THE REV. W. DOBSON, M.A.
PRINCIPAL OF CHELTENHAM COLLEGE.
SIMPKIN, MARSHALL, & CO., STATIONERS' HALL COURT.
CHELTENHAM: RICHARD EDWARDS, 82, HIGH STREET.
SELECTIONS FOR COMPOSITION.
MONDAY, AUGUST 14.
Into English Prose.
Quantum meum studium exstiterit dignitatis tuæ vel tuendæ, vel itiam augendæ, non dubito, quin ad te omnes tui scripserint. Non enim fuit aut mediocre, aut obscurum, aut ejusmodi, quod silentio posset præteriri. Nam & cum consulibus, & cum multis consularibus tanta contentione decertavi, quanta nunquam ante ulla in caussa: suscepique mihi perpetuam propugnationem pro omnibus ornamentis tuis: veterique nostræ necessitudini jamdiu debitum, sed multa varietate temporum interruptum officium cumulate reddidi. Neque mehercule unquam mihi tui aut colendi, aut ornandi voluntas defuit: sed quædam pestes hominum laude aliena dolentium, & te nonnunquam a me alienarunt, & me aliquando immutarunt tibi. Sed exstitit tempus optatum mihi magis, quam speratum, ut, florentissimis tuis rebus, mea perspici posset & memoria nostræ voluntatis & amicitiæ fides. Sum enim consecutus non modo, vt domus tua tota, sed ut cuncta civitas me tibi amicissimum esse cognosceret. Itaque & præstantissima omnium feminarum uxor tua, & eximia pietate, virtute, gratia tui Crassi meis consiliis, monitis, studiis, actionibusque nituntur: & senatus populusque Rom. intelligit, tibi absenti nihil esse tam promtum, aut tam paratum, quam in omnibus rebus, quæ ad te pertineant, operam, curam, diligentiam, auctoritatem meam. Quæ sint acta, quæque agantur, domesticorum tibi litteris declarari puto. De me sic existimes, ac tibi persuadeas vehementer velim, non me repentina aliqua voluntate, aut fortuito ad tuam amplitudinem meis officiis amplectendam incidisse; fed ut primum forum attigerim, spectasse semper, ut tibi possem quam maxime esse conjunctus.

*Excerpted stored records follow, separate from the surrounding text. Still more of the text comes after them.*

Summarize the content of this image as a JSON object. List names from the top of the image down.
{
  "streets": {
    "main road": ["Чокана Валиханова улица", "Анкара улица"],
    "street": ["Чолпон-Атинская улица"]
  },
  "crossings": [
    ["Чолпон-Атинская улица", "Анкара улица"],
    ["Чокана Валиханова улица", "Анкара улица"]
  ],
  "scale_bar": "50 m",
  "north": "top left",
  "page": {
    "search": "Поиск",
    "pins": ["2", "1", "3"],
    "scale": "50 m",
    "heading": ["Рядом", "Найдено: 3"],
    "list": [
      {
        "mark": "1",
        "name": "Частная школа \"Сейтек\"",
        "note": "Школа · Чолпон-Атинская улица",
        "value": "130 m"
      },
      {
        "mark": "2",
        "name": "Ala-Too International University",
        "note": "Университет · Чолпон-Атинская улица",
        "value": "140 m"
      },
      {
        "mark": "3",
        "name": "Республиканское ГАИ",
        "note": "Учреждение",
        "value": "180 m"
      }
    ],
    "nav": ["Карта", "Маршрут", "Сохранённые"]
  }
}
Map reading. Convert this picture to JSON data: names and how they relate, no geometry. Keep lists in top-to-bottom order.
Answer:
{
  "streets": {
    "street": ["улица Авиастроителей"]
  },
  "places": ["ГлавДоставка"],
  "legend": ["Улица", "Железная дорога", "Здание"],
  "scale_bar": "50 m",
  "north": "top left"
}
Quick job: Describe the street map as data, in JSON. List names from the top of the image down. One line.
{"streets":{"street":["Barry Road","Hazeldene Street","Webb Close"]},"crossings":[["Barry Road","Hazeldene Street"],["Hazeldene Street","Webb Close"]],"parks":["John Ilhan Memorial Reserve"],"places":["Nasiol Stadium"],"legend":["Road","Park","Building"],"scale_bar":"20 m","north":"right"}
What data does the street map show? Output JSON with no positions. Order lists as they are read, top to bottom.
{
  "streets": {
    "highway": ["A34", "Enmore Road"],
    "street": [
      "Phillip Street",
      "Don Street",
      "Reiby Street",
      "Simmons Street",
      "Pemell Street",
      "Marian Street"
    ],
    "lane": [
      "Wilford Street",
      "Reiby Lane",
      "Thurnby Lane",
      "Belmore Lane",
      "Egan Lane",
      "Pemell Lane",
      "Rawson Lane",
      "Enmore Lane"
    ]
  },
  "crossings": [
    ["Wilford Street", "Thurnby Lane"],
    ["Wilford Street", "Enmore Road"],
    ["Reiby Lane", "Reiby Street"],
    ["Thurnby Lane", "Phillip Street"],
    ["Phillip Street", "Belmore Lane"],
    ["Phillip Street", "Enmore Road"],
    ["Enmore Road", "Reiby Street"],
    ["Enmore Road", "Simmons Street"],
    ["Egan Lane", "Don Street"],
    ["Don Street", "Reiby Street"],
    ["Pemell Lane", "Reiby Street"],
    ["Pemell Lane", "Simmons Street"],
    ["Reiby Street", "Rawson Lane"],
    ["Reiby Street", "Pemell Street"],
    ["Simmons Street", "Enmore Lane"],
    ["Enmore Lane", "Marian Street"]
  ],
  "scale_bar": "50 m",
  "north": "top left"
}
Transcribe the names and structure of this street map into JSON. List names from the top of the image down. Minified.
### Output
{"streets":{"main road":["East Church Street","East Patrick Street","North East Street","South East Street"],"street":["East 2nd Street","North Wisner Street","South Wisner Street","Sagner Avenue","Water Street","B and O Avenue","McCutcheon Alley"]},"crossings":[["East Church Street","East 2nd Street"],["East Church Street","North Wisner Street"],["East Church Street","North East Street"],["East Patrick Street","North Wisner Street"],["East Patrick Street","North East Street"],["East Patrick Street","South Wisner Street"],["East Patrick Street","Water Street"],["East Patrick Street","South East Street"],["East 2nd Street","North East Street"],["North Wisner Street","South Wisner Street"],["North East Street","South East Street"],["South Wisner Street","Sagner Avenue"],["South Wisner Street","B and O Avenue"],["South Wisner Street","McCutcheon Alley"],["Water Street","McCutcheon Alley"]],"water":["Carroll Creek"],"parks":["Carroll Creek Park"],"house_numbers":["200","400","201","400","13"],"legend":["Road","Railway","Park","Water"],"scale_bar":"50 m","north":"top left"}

Quo quidem ex tempore, memoria teneo, neque meam tibi observantiam, neque mihi tuam summam benevolentiam ac liberalitatem defuisse. Si quæ interciderunt, non tam re quam suspicione, violenta, ea cum fuerint & falsa, & inania, sint evulsa ex omni memoria, vitaque nostra. Is enim tu vir es, & eum me esse cupio, ut, quoniam in eadem reipubl, tempora incidimus, conjunctionem amicitiamque nostram utrique nostrum laudi sperem fore. Quamobrem tu quantum tuo judicio tribuendum nobis esse putes, statues ipse, & ut spero, statues ex nostra dignitate. Ego vero tibi profiteor atque polliceor eximium & singulare meum studium in omni genere officii, quod ad honestatem & gloriam tuam spectet: in quo etiamsi multi mecum contendent, tamen cum reliquis omnibus, tum Crassis tuis judicibus, omnes facile superabo: quos quidem ego ambo unice diligo, sed in Marco benevolentia impari: hoc magis sum Publio deditus, quod me, quanquam a pueritia sua semper, tamen hoc tempore maxime, sicut alterum parentem & observat, & diligit.-CICERONIS Epistola.
WEDNESDAY, AUGUST 16.
Oh! welcome home, my sister dearest,
Our faithful friends this day have found us,
The old and young alike surround us,
The tender flowers whose bloom had perished,
I for thy sake alone have cherished,
Yes, this bright day shall banish sadness,
FRIDAY, AUGUST 18.
Into Latin Prose.
After this resolution had been entered into, each retired to his quarters, to eat and drink what he could find there; and they desired their companions to be silent, in order that the trumpets might be heard: at the first sounding of which, the horses were to be saddled and made ready; at the second, every one was to arm himself without delay; and, at the third, to mount their horses immediately, and join their banners. Each was to take only one loaf of bread with him, slung behind him after the manner of hunters. All unnecessary arms, harness, and baggage, were ordered to be left behind, as they thought they should for a certainty give battle the next day, whatever might be the consequences, whether they should win or lose all. As it had been ordered so it was executed, and all were mounted and ready about midnight. Some had but little rest, notwithstanding they had laboured hard the day before. Day began to appear as the battalions were assembled at their different posts: the banner-bearers then hastened on over heaths, mountains, valleys, rocks, and many dangerous places, without meeting any level country. On the summits of the mountains, and in the valleys, were large marshes and bogs, and of such extent, that it was a miracle many were not lost in them; for each galloped forwards without waiting for either commander or companion: those who fell into them found difficulty in getting any to help them. Many banners remained there, and several baggage and sumpter horses never came out again.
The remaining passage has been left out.